2026 champion Debre is the reigning world champion.

The fourth edition of the World Championship took place from 2–5 September 2026 at the Tempodrom in Berlin, Germany. The total prize pool was $105,427 and the championship featured 24 players competing for the world title. The first two days consisted of group-stage matches held in the fan zone surrounding the Tempodrom, followed by a single-elimination playoff stage during the final two days.
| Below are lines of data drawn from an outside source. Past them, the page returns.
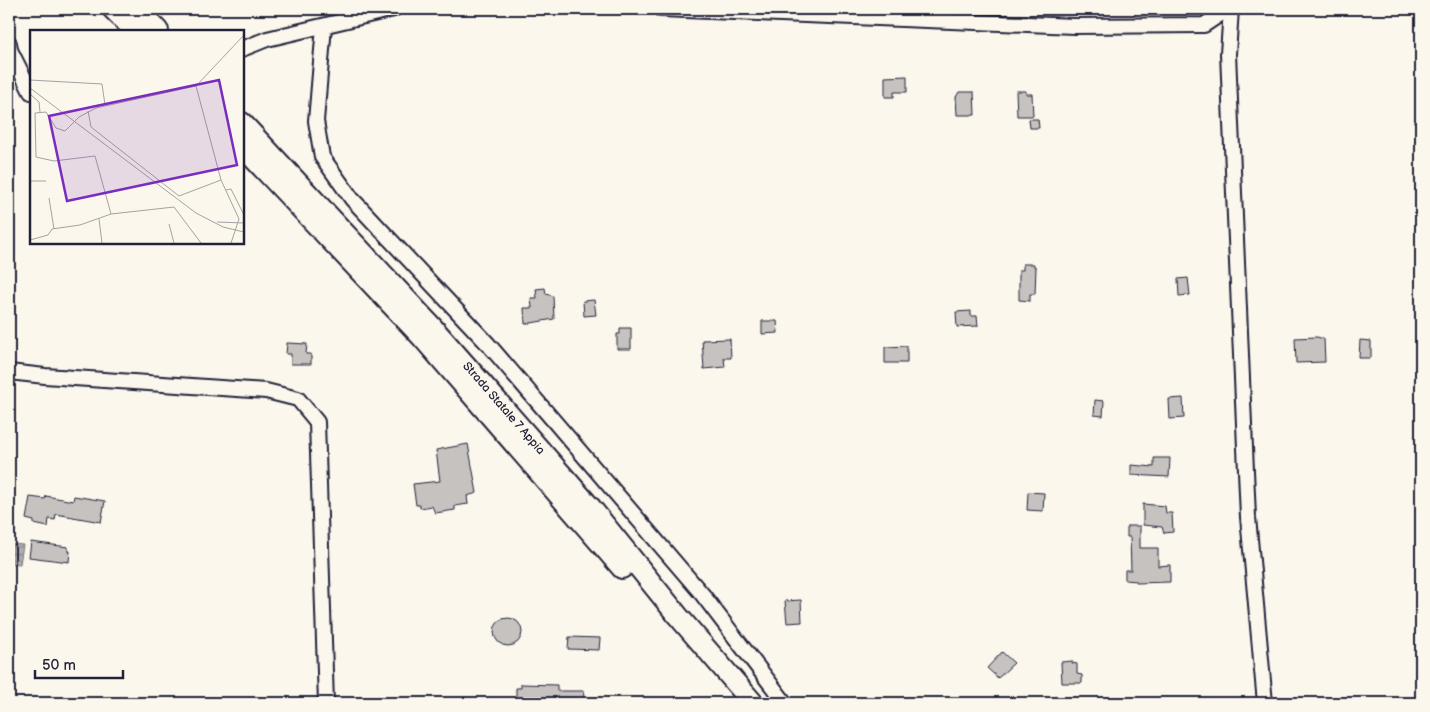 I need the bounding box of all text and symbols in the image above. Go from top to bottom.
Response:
inset map [30,30,244,244]
street label: Strada Statale 7 Appia [459,359,548,458]
scale bar [35,647,122,679]
text: 50 m [42,656,76,675]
The playoffs included a bronze-medal match and culminated in the grand final on 5 September. The tournament concluded with Hungarian player Attila "Debre" Szabolcs taking first place after pulling off the reverse sweep from 0–2 down to defeat French player Mathieu "Blinky" Huet 3–2 in the finals. As a result, Szabolcs received $30,000 as a winner's prize.
The 2026 championship was held as part of a four-day GeoGuessr community festival, featuring a fan zone, gaming area, partner expo, meet-and-greets and other activities. Reigning world champion Radu "Radu C" Casapu was among the 24 players competing to defend his title. He reached the playoffs after finishing first in his group, but was eliminated in the round of 16 by Dutch player and 2023 champion Patrick "Consus" Noordijk.

== Seasons ==

| Ed. | Year | Venue | Final |  |  | Semi-finalists |  | Participants |
| Winner | Score | Runner-up | Third place | Fourth place |
| 1 | 2023 | SWE Space Arena, Stockholm | NED Consus | 3–1 | FRA Blinky | CAN Fau ROM Radu C |  | 24 |
| 2 | 2024 | SWE Stockholm City Hall, Stockholm | FRA Blinky | 3–2 | USA MK | CAN Fau BRA Orlando |  | 24 |
| 3 | 2025 | DEN K.B. Hallen, Copenhagen | USA Radu C | 3–2 | HUN Debre | POL Strefan | AUS Leero | 16 |
| 4 | 2026 | GER Tempodrom, Berlin | HUN Debre | 3–2 | FRA Blinky | FRA Kratsooo | USA MK | 24 |
| 5 | 2027 | FRA /NED TBA | TBD |  |  |  |  |  |

==All-time medal table==
The table below shows the all-time medal standings at the GeoGuessr World Championship by country. It includes results from all editions of the championship.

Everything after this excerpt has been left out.